U herinnert ze zich misschien nog: de tranen van Johan Van Hecke tijdens een interview met de krant De Standaard in het najaar van 2001. De oud-CVP-voorzitter had het merkbaar moeilijk met zijn uitsluiting uit de partij. De aanleiding? Politieke ontrouw. Van Hecke zou plannen hebben beraamd om met zoveel mogelijk CD&V’ers naar de VLD over te stappen om samen tot een “grote volkspartij” te kunnen uitgroeien. Na een bewogen afscheid van de CD&V richtte hij een nieuwe beweging, de NCD op (Nieuwe Christen Democratie). Een jaar later schafte het gros van de NCD-leden zich een VLD-lidkaart aan.

Eveneens in het najaar van 2001 viel de Volksunie na een lange lijdensweg officieel uiteen. Wie ervan overbleef trok in 2003 alleen, in kartel met de sp.a of als individu op de lijst van een andere partij naar de federale verkiezingen. Tussen de splitsing en de verkiezingen van 2003 kreeg de kiezer een soms weinig verheffend schouwspel te zien van hoe de partijlozen op zoek gingen naar de partij die hen het beste lag ... of hen het meeste te bieden had.

Scheiden en hertrouwen, het komt voor in de beste politieke families. Tussen 1981 en 1999 zijn 27 gevallen bekend van in functie zijnde of oud-parlementsleden die van partij veranderden. Hieronder enkele grote namen zoals Henri Simonet (van de PS naar de PRL in 1985), Jaak Gabriëls (van de VU naar de VLD in 1991), Pierre Chevalier (van de SP naar de VLD in 1992) en Gérard Deprez (van de PSC naar de toenmalige PRL-FDF-MCC in 1999). Maar ook minder bekende of in de vergetelheid geraakte namen wisselden in die periode van partijkaart: Ferdinand Geyselings (van Agalev naar de VU in 1987), Johan De Mol (van de VU naar de SP in 1987) of Ludo Dierickx (van Agalev naar de SP in 1995).

De reacties op een overstap zijn meestal erg kritisch. De partij die achterblijft, hanteert een retoriek die de “overlopers” van verraad beschuldigt, de pers staat klaar om de overstap als een opportunistische machtsoverweging af te schilderen, de kiezer voelt zich berooid, de legitimiteit van de politieke vertegenwoordiging daalt, de ideologische grenzen tussen de partijen worden vaag, kortom, het dichten van de beruchte kloof tussen de burger en de politiek lijkt alweer een stap verder af. Wat brengt een politicus er dan toch toe om een dergelijke controversiële beslissing tot overstap te nemen? En wat zijn de gevolgen van die beslissing?

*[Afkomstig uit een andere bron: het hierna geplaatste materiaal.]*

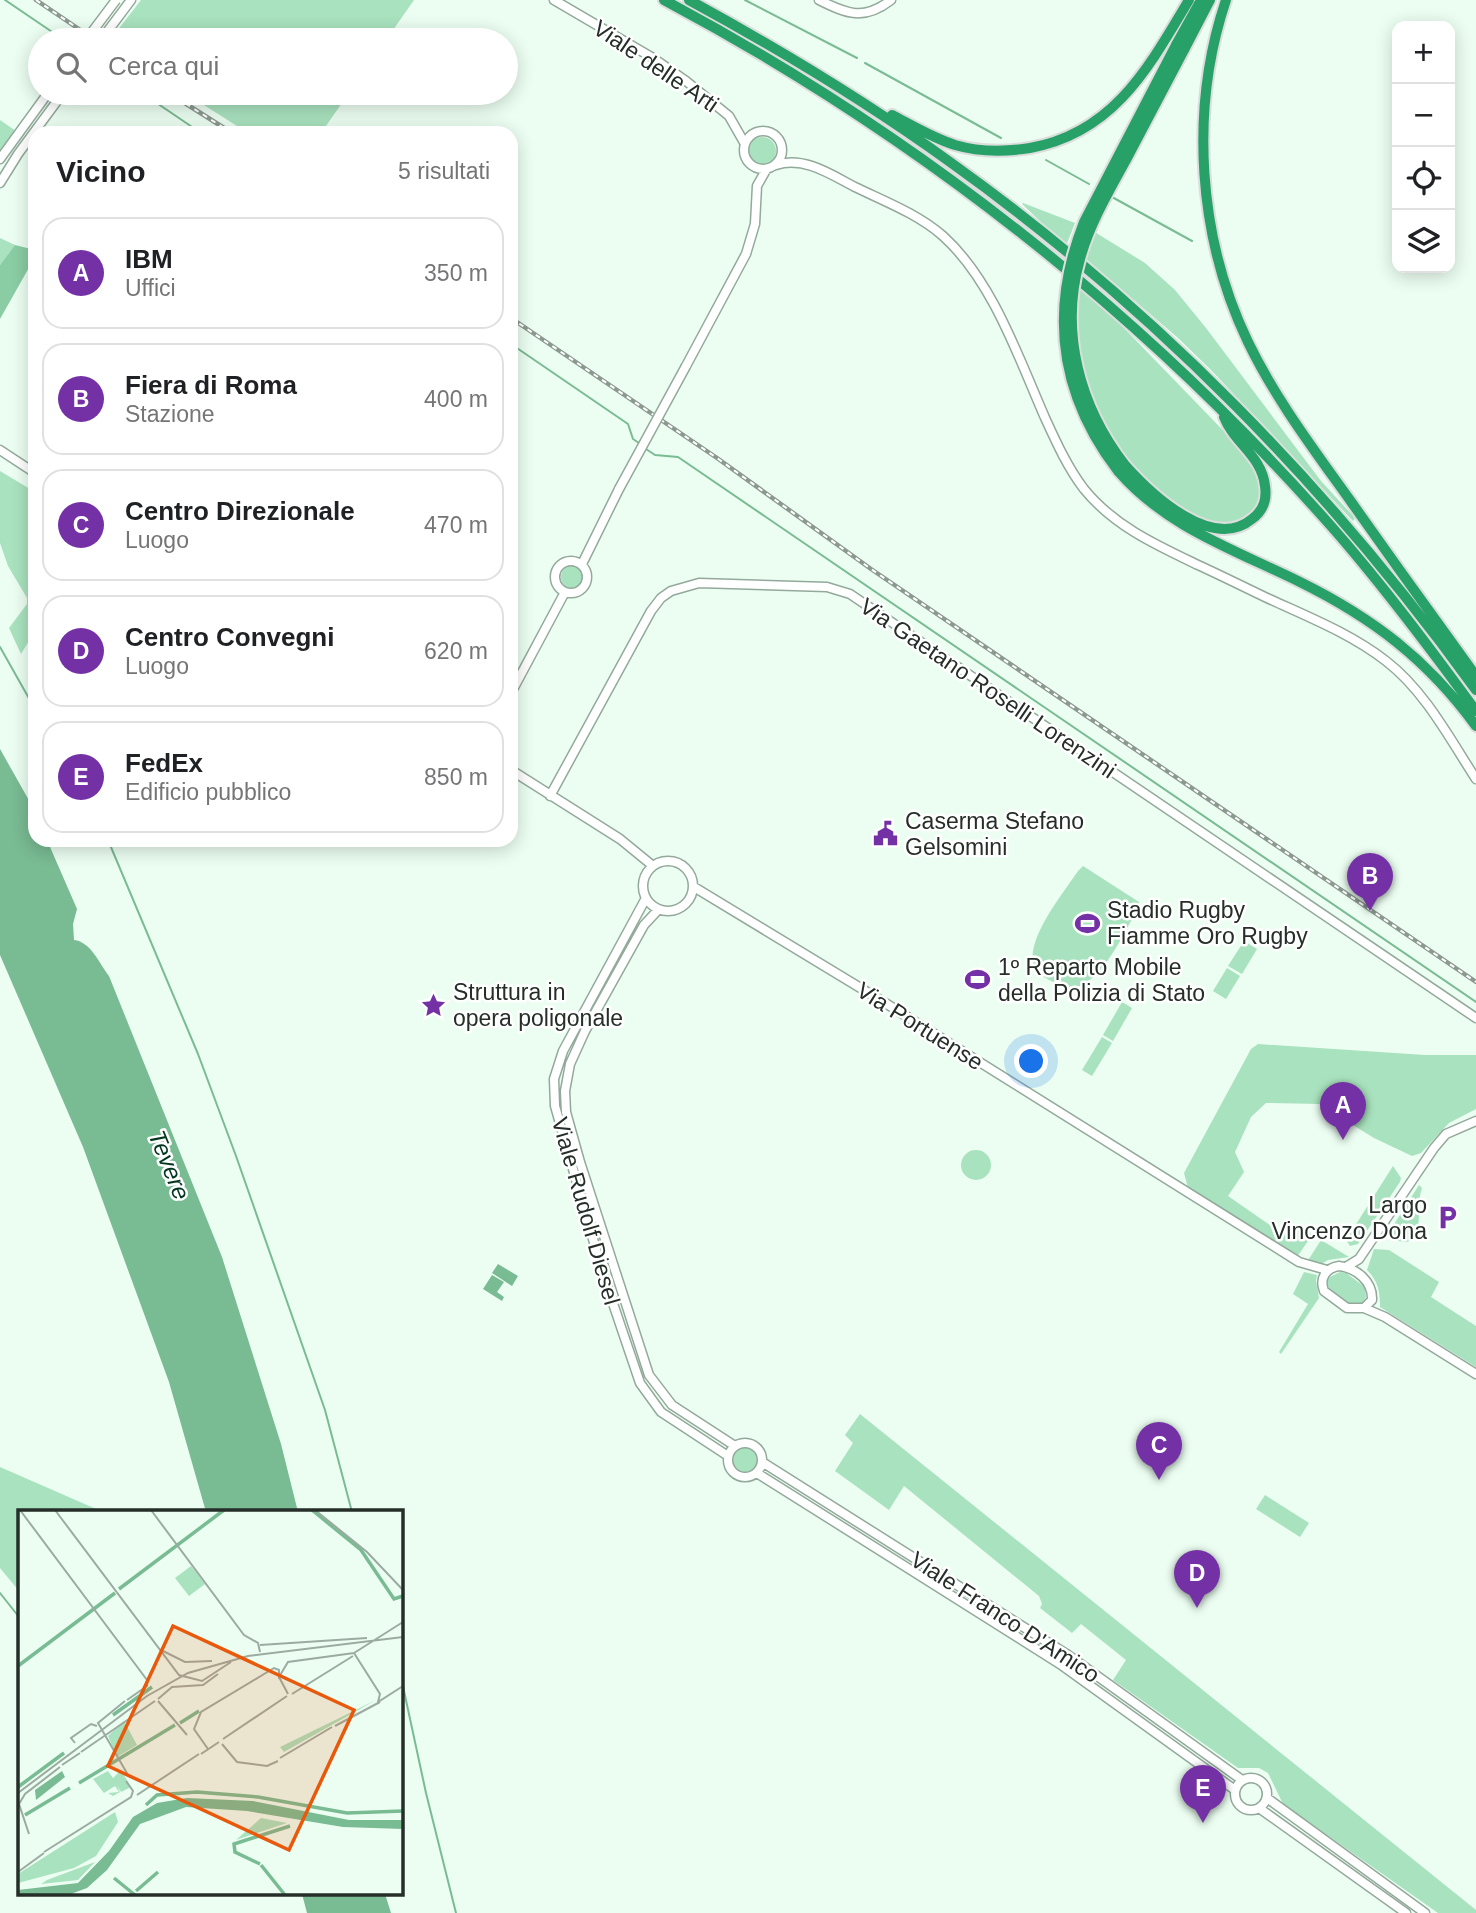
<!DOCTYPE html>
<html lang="it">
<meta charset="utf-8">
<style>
:root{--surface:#fff;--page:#f2f2f2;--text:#202124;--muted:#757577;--line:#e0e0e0;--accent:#7331a5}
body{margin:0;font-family:Arial,sans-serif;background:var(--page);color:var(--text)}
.controls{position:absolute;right:21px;top:21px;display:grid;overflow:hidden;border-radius:14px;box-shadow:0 4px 18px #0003}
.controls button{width:63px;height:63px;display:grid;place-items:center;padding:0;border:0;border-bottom:2px solid var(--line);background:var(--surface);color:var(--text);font:35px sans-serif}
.you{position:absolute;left:1032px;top:1062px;width:24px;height:24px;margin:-18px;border:5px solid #fff;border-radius:50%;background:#1a73e8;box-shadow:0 0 0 10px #1a73e833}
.badge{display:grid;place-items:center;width:46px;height:46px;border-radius:50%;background:var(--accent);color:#fff;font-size:23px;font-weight:700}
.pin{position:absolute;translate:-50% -58px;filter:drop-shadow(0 2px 4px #0008)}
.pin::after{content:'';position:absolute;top:37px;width:24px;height:21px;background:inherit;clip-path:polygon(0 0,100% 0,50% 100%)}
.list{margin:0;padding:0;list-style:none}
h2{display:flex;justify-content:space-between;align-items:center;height:91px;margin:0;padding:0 28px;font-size:30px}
h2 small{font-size:23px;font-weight:400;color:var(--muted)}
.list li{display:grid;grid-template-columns:46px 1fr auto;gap:21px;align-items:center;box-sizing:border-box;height:112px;margin:0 14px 14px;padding:0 14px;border:2px solid var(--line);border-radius:21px}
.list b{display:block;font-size:26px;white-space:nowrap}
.list p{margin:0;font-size:23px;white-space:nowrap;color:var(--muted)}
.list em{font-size:23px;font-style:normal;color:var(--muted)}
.icon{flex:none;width:38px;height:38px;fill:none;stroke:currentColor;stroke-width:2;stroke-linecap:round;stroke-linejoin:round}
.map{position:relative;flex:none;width:1476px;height:1913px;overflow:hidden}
.search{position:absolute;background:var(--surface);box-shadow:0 4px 18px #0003;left:28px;top:28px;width:490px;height:77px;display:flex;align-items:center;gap:18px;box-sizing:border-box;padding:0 24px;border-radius:38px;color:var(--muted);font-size:26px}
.panel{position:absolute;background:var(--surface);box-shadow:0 4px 18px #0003;left:28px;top:126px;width:490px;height:721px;border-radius:21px}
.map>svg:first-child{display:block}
.green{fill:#a9e2be}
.forest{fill:#8acda4}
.water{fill:#79bb93}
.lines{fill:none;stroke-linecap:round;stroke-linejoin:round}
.stream{stroke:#79bb93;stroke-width:2}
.secondary-casing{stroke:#93a99b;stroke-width:11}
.highway-casing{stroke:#dcdedd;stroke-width:14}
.secondary{stroke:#fff;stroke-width:8}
.highway{stroke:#27a167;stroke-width:10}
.rail-casing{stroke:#8b9990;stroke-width:4.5}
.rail{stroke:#fff;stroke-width:2;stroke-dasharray:5;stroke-linecap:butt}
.secondary-bridge-casing{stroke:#93a99b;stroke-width:11;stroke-linecap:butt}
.highway-bridge-casing{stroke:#dcdedd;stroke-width:14;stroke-linecap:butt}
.secondary-bridge{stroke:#fff;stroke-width:8}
.highway-bridge{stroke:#27a167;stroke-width:10}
.labels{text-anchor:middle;stroke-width:5;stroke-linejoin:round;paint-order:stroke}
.street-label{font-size:23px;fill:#252e28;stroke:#fff}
.poi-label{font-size:23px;fill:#252e28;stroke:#fff;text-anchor:start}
.water-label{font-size:24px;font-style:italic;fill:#00361d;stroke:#fff}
.inset-river{fill:none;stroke:#79bb93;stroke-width:3.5}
.inset-road{fill:none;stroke:#9caba1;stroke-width:2}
.view{fill:#e8590c;fill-opacity:0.15;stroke:#e8590c;stroke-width:3.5}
.inset-edge{fill:none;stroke:#252e28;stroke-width:3.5}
</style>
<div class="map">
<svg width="1476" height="1913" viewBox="0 0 1476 1913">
<rect width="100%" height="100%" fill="#ecfef2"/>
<path class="green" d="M141 0H414L386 40H110Z
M185 93H349L321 133H248Z
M0 120 16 131 0 153Z
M748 151a14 14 0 1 1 28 0a14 14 0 1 1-28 0Z
M1023 203 1075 223 1066 246 1022 204Z
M1093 231 1145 263 1175 290 1206 328 1321 481 1355 518 1353 521 1212 371 1178 338 1085 258Z
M0 238 15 245 0 265Z
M1077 286 1123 327 1241 449 1258 475 1261 492 1254 513 1235 524 1221 525 1208 522 1182 511 1137 473 1109 437 1083 379 1075 329Z
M0 471 35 492V631L21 654 9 628 27 604V598L8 566 0 543Z
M561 577a11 11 0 1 1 22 0a11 11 0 1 1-22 0Z
M1083 866 1139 902 1138 908C1123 934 1100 989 1067 989 1059 984 1046 980 1039 973 1015 951 1065 891 1078 871Z
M1244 941 1257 949 1242 974 1228 966Z
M1227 968 1240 976 1226 999 1213 991Z
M1122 1002 1132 1008 1113 1041 1103 1035Z
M1102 1037 1112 1043 1092 1076 1082 1070Z
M1258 1044 1425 1055H1476V1109L1449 1123 1421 1153 1412 1156 1374 1138 1319 1104 1266 1103 1251 1117 1235 1152 1244 1172 1228 1196 1277 1230 1303 1227 1312 1235 1297 1257 1188 1188 1184 1173 1251 1049Z
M961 1165a15 15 0 1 1 30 0a15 15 0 1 1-30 0Z
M1393 1166 1401 1178 1400 1182 1358 1244 1350 1246 1346 1240Z
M1419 1185 1422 1188C1416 1204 1423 1226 1413 1240L1406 1242 1398 1241 1393 1234V1226Z
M1321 1240 1349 1257 1328 1260 1318 1266 1307 1262Z
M1374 1249 1389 1250 1439 1282 1431 1297 1476 1326V1367L1380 1307C1380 1291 1378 1281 1367 1270Z
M1304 1272 1317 1275 1316 1281 1319 1298 1281 1354 1279 1352 1308 1304 1293 1294Z
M1340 1272 1346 1273 1365 1287 1366 1297 1361 1304C1346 1308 1324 1294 1328 1278Z
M860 1414 1476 1910V1913H1438L1283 1804 1268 1773 1259 1768H1238L1113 1680 1126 1660 1081 1624 1072 1633 1040 1608 1042 1604 1039 1596 904 1486 889 1510 835 1471 853 1443 845 1435Z
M733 1460a13 13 0 1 1 26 0a13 13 0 1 1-26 0Z
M0 1467 103 1512H19V1591L0 1568Z
M1265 1495 1309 1523 1300 1537 1256 1509Z"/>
<path class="forest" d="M15 245 35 250V257L0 319V265Z"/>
<path class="water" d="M0 749 35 811V840H47L77 909 73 924 74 940C91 942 99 963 109 976L222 1257 281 1444 298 1512H206L169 1382 83 1147 0 955Z
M498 1264 518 1276 512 1286 492 1273Z
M492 1275 504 1282 497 1292 504 1297 502 1301 483 1289Z
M302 1894H385L391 1913H307Z"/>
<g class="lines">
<path class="stream" d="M5 0 64 40
M745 0 857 58
M865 63 1001 138
M142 93 201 133
M1046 160 1089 184
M1112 197 1192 241
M511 344 628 424 633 439 639 443
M646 449 655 455 678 457 1476 1002
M0 647 35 709
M108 840 198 1054 236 1156 325 1410 352 1512
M0 1593 19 1617
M401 1677 426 1793 456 1913"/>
<defs>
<path id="secondary" d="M554 0 653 58 686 81 729 116 745 144
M819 0C847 14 864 21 891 0
M101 40 131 0
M744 150a19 19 0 1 1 38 0a19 19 0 1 1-38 0Z
M0 159 48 93
M776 165C804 156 830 174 855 187 884 201 918 214 943 236 993 281 1019 359 1046 420 1057 444 1068 468 1084 489 1114 526 1156 545 1198 565 1220 575 1242 586 1265 597 1306 616 1350 633 1386 661 1425 691 1450 739 1476 779
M0 183 18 154 63 93
M686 366 746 254 755 224 757 186 766 170
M0 450 35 473
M555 577a16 16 0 1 1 32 0a16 16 0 1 1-32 0Z
M582 564 619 489
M511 693 565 592
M511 770 620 839 653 866
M550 796 651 611 661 598 671 591 699 583 827 587 850 594 1476 1018
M643 886a25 25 0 1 1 50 0a25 25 0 1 1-50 0Z
M694 887 882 1001 1299 1262 1327 1270
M646 898 563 1051 554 1079 555 1106 603 1274 640 1383 661 1412 728 1456
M658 910 644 925 585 1031 570 1064 565 1091 566 1112 580 1162 649 1375 672 1405 735 1446
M1339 1266C1356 1268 1373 1281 1372 1300L1364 1308H1347L1324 1291C1319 1278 1326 1268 1339 1266Z
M1346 1267 1359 1259 1434 1148 1446 1134 1476 1121
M1364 1308 1385 1317 1476 1374
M728 1460a17 17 0 1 1 34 0a17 17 0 1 1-34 0Z
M762 1462 1068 1655 1242 1780
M757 1473 1060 1664 1235 1790
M1235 1794a16 16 0 1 1 32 0a16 16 0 1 1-32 0Z
M1267 1798 1425 1913
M1259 1808 1406 1913"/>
<path id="highway" d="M664 0C916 134 1142 312 1331 526 1383 585 1430 648 1476 711
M689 0C779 49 867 102 950 162 1153 307 1331 489 1476 690
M1226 0C1189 110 1198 238 1248 342 1276 400 1315 451 1352 503 1393 561 1434 618 1476 676
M1176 45 1201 0
M1184 50 1210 0
M892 115C913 126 933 138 955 145 979 152 1005 152 1030 148 1114 133 1149 67 1189 0
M1125 465C1151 494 1212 552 1252 519 1263 511 1267 499 1265 486 1262 456 1234 443 1224 417
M1118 471C1166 527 1235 550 1300 582 1373 618 1428 660 1476 726"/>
</defs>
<use href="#secondary" class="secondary-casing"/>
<use href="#highway" class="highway-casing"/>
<use href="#secondary" class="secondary"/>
<use href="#highway" class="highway"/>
<defs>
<path id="rail" d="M36 0 95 40
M169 93 232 133
M511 318 717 458 871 569 1476 982"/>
</defs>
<use href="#rail" class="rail-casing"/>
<use href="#rail" class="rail"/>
<defs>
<path id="secondary-bridge" d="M86 40 116 0
M619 489 686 366"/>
<path id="highway-bridge" d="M1125 465C1080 407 1059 332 1080 259 1090 223 1109 191 1127 158 1146 122 1165 86 1184 50
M1118 471C1059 394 1049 311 1084 222L1176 45"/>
</defs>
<use href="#secondary-bridge" class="secondary-bridge-casing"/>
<use href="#highway-bridge" class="highway-bridge-casing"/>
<use href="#secondary-bridge" class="secondary-bridge"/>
<use href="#highway-bridge" class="highway-bridge"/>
</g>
<defs>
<symbol id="civic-bare" viewBox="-9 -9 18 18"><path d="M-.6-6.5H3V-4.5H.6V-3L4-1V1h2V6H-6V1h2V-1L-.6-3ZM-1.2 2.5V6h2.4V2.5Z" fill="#7331a5" stroke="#fff" stroke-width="2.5" paint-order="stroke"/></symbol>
<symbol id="stadium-bare" viewBox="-9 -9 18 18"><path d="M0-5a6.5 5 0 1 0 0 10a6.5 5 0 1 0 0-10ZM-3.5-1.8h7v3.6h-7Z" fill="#7331a5" stroke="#fff" stroke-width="2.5" paint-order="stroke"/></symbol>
<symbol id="sight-bare" viewBox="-9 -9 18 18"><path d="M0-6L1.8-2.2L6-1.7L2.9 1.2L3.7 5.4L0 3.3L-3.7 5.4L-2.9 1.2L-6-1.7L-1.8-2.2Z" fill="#7331a5" stroke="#fff" stroke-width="2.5" paint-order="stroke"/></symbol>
<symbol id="parking-bare" viewBox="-9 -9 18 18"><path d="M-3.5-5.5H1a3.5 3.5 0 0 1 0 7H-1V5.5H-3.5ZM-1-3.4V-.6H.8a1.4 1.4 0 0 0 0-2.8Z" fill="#7331a5" stroke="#fff" stroke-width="2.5" paint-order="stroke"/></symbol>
</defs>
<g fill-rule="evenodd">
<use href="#civic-bare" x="868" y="816" width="35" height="35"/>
<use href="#stadium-bare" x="1070" y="906" width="35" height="35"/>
<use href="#stadium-bare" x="960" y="962" width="35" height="35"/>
<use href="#sight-bare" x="416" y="988" width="35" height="35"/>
<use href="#parking-bare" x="1430" y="1200" width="35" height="35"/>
</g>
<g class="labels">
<g class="street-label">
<text transform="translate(656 66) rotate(34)" y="8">Viale delle Arti</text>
<text transform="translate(988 688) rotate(34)" y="8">Via Gaetano Roselli Lorenzini</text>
<text transform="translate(920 1026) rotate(32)" y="8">Via Portuense</text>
<text transform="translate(586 1211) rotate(74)" y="8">Viale Rudolf Diesel</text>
<text transform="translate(1005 1617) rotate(33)" y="8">Viale Franco D'Amico</text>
</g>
<g class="poi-label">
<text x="905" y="829">Caserma Stefano<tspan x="905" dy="26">Gelsomini</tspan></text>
<text x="1107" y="918">Stadio Rugby<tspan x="1107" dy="26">Fiamme Oro Rugby</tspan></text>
<text x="998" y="975">1º Reparto Mobile<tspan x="998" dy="26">della Polizia di Stato</tspan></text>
<text x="453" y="1000">Struttura in<tspan x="453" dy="26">opera poligonale</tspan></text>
<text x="1427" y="1213" text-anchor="end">Largo<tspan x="1427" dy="26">Vincenzo Dona</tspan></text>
</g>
<g class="water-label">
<text transform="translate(169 1165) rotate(68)" y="8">Tevere</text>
</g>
</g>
<g transform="translate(18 1510)">
<rect width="385" height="385" fill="#ecfef2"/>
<path d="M173 56 187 74 171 86 157 68ZM358 190 266 242 262 237ZM106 211 119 235 99 247 90 226ZM103 260 113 277 103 282 99 275 102 282 95 286 90 283 101 282 97 276 86 283 75 269 90 261 95 268ZM97 302 100 312 78 346 56 358 0 373V364ZM243 308 269 313 218 330ZM77 352 60 370 23 374 29 370Z" fill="#a9e2be"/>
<path d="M44 261 47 267 18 290 17 280ZM169 288 235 291 331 310H385V319L325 317 229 301 168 297 122 314 89 360 69 378 50 385H0V380L60 373 91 341 115 307 139 293Z" fill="#79bb93"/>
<path class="inset-river" d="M294 0 343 40 376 89 385 86M101 79 206 0M0 156 97 83M95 205 134 177M162 213 181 201M61 273 157 215M0 277 46 243M128 295 139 285 179 282 240 287 329 303 385 301M7 305 52 278M242 354 217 342 216 334 272 316M243 355 267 385M96 368 117 385M118 381 140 362"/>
<path class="inset-road" d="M2 0 129 170V176L109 190M37 0 161 165 184 171 213 152M133 0 226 125 240 133 242 142M297 0 349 42 385 80M242 135 349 128M145 141 167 152 194 151M336 143 362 184 360 192 385 176M336 143 385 112M270 184 261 167 270 152 336 143M274 184 335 146M140 189 154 177 185 175 200 164M107 191 80 213 110 265M140 191 169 225M317 216 362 192M205 229 269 186M57 233 53 228 73 214 79 216M204 234 219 252 249 256 260 251M190 239 176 219 183 202 256 158 261 160V169M63 242 137 191M183 244 201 232M262 248 314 217M44 255 62 243M0 283 129 186 170 163 230 146 385 127M119 285 181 244M11 324 1 294 7 284 42 257M26 342 113 287 115 281 108 271M0 362 26 343"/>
<path class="view" d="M155 116 336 200 271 340 90 256Z"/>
<rect width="385" height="385" class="inset-edge"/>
</g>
</svg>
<div class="controls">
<button>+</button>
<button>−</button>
<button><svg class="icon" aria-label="locate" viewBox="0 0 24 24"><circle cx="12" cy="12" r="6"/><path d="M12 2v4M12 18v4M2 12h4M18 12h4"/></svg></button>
<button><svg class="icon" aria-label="layers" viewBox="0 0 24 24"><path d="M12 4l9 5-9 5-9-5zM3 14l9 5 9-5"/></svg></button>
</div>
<div class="you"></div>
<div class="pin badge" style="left:1343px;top:1140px">A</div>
<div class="pin badge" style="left:1370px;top:911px">B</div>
<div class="pin badge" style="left:1159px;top:1480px">C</div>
<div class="pin badge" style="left:1197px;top:1608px">D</div>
<div class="pin badge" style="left:1203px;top:1823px">E</div>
<div class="search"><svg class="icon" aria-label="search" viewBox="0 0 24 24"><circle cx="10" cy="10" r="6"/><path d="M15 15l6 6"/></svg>Cerca qui</div>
<section class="panel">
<h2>Vicino<small>5 risultati</small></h2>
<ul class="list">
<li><span class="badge">A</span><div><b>IBM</b><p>Uffici</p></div><em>350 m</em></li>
<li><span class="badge">B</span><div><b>Fiera di Roma</b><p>Stazione</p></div><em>400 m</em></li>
<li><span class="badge">C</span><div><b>Centro Direzionale</b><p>Luogo</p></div><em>470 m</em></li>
<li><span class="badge">D</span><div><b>Centro Convegni</b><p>Luogo</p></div><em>620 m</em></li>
<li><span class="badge">E</span><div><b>FedEx</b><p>Edificio pubblico</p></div><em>850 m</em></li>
</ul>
</section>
</div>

Uit diepte-interviews met 15 overgestapte parlementsleden waarin gepeild werd naar hun motieven van overstap lijkt het antwoord op de eerste vraag aanvankelijk zeer persoonlijk en divers. Toch is het mogelijk om doorheen de verscheiden verhalen categorieën van overstappers te ontwaren. Er zijn er bijvoorbeeld die overstappen omdat de oorspronkelijke partij niet meer kan tegemoetkomen aan het verlangen van het parlementslid om herkozen te worden. Het niet verkrijgen van een verkiesbare plaats bij de volgende verkiezingen, een ongunstige positie in de partij of een verwachte verkiezingsnederlaag van de partij vormen dan de aanleiding tot de beslissing de partij in te ruilen voor een andere partij. Anderen stappen over omdat ze vinden dat ze niet genoeg invloed op het beleid kunnen uitoefenen in hun oorspronkelijke partij. Een onverenigbaarheid tussen de eigen standpunten en die van de partij, het niet mogen tot uiting brengen van een eigen standpunt of het ontbreken van verantwoordelijkheid binnen de partij doet in deze gevallen het parlementslid beslissen over te stappen naar een andere partij, waar hij of zij hoopt deze zaken in gunstige zin te kunnen omkeren. Er is ook een derde categorie overstappers: diegenen die met hun overstap een herverkaveling van het politieke landschap willen doorvoeren. Voor deze parlementsleden is het niet de bedoeling om individueel naar de andere partij over te stappen, maar om de hele partij (of een groot deel ervan) te overhalen de krachten te bundelen met een andere partij.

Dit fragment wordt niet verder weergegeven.